How to decide which path makes sense for your use case:

  Just reading codes occasionally
  -------------------------------
  Any OBD-II scanner works. No SGW issue. A $20 ELM327 and a
  free phone app is sufficient. Don't overthink it.

  Occasional clear / bi-directional work on your own vehicle
  ----------------------------------------------------------
  Cheapest path is a low-end certified tool (Topdon TopScan,
  base Launch model) plus the $50/year AutoAuth subscription.
  Internet required at the time of use, so a phone hotspot
  works if you're in a driveway.

  Frequent professional / shop use
  --------------------------------
  Full-tier scan tool (Autel MaxiSYS, Launch X431 Pro, Snap-on
  Modis Edge / Zeus, etc.) plus AutoAuth shop subscription.
  This is standard shop equipment for any indie that touches
  FCA vehicles regularly post-2018.

  Heavy modification work / no reliable internet at the bay
  ---------------------------------------------------------
  Physical bypass harness makes more sense — no per-session
  auth, no recurring subscription, no internet dependency.
  Trade-off is everything in the caveats list above.

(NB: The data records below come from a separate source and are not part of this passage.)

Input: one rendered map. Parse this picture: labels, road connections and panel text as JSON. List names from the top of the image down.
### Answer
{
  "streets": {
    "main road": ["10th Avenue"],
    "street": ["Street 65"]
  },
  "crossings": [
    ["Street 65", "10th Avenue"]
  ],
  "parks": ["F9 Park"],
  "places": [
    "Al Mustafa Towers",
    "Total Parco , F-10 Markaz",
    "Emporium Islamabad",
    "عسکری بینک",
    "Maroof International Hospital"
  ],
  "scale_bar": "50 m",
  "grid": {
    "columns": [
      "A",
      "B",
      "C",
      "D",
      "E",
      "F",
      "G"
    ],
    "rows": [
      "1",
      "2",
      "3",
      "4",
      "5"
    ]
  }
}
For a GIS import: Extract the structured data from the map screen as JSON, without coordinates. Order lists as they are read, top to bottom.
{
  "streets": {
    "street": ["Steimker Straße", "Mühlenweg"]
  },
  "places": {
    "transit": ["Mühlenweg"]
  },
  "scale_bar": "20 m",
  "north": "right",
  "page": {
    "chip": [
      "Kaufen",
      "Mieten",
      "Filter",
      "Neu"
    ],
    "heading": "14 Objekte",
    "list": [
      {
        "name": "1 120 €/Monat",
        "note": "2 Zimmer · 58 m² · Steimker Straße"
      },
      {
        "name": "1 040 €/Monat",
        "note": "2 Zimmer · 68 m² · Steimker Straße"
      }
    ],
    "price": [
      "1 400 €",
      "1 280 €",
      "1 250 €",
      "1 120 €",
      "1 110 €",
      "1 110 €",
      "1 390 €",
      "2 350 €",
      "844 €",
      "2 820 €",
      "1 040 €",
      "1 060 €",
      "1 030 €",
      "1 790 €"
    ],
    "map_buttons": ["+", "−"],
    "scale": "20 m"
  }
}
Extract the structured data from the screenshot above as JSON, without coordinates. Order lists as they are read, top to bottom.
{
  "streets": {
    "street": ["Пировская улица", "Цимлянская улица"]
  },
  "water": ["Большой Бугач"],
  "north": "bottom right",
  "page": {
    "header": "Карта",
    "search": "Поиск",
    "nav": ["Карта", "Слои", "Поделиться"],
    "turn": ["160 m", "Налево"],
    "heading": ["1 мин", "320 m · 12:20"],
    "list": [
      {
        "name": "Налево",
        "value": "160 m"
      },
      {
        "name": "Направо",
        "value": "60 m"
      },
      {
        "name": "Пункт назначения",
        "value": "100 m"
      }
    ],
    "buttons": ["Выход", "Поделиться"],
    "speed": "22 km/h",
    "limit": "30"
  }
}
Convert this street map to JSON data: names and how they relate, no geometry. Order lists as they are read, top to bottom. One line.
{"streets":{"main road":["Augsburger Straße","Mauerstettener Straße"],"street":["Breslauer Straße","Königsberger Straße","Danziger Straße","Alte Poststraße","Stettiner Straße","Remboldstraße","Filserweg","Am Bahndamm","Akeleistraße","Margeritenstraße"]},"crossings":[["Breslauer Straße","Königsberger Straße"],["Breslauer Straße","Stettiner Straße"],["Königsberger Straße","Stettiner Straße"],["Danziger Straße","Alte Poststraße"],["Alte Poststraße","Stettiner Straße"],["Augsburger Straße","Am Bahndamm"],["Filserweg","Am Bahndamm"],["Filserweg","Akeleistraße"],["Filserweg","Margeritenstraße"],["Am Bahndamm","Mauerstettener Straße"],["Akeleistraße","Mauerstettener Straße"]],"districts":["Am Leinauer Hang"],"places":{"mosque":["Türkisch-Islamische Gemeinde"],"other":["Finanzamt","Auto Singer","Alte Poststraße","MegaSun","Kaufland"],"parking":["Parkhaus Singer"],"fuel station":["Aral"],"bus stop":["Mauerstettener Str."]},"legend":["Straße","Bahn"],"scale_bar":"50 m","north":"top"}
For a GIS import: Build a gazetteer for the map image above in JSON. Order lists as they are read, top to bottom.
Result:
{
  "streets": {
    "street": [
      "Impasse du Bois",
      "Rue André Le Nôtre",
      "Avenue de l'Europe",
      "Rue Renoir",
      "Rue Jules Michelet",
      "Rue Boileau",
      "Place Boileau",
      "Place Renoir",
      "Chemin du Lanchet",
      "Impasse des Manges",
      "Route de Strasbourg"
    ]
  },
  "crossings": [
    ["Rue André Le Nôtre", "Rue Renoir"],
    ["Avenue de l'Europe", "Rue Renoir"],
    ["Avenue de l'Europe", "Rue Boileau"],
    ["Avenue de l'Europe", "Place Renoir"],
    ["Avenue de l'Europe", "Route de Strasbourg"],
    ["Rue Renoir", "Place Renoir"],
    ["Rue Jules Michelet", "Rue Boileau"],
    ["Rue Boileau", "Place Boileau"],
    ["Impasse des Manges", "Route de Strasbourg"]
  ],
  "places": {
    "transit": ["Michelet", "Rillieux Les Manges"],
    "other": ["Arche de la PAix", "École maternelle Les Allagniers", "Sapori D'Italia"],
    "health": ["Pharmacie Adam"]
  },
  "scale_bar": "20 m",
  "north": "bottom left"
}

  OEM-level work (key programming, full coding, flashing)
  -------------------------------------------------------
  wiTECH 2 with a dealer-level subscription. AutoAuth doesn't
  cover the full surface. This is the path most independent
  locksmiths and tuners end up on if they specialize in FCA.

For research work specifically — sniffing, learning the bus layout, reverse-engineering message IDs — the SGW is largely irrelevant because direct CAN access via the behind-the-glovebox 13-way connectors (see DIY OBD-II cable writeup) bypasses it entirely. The SGW only gates traffic that arrives via the OBD-II port or the Uconnect head unit; internal taps don't cross that boundary.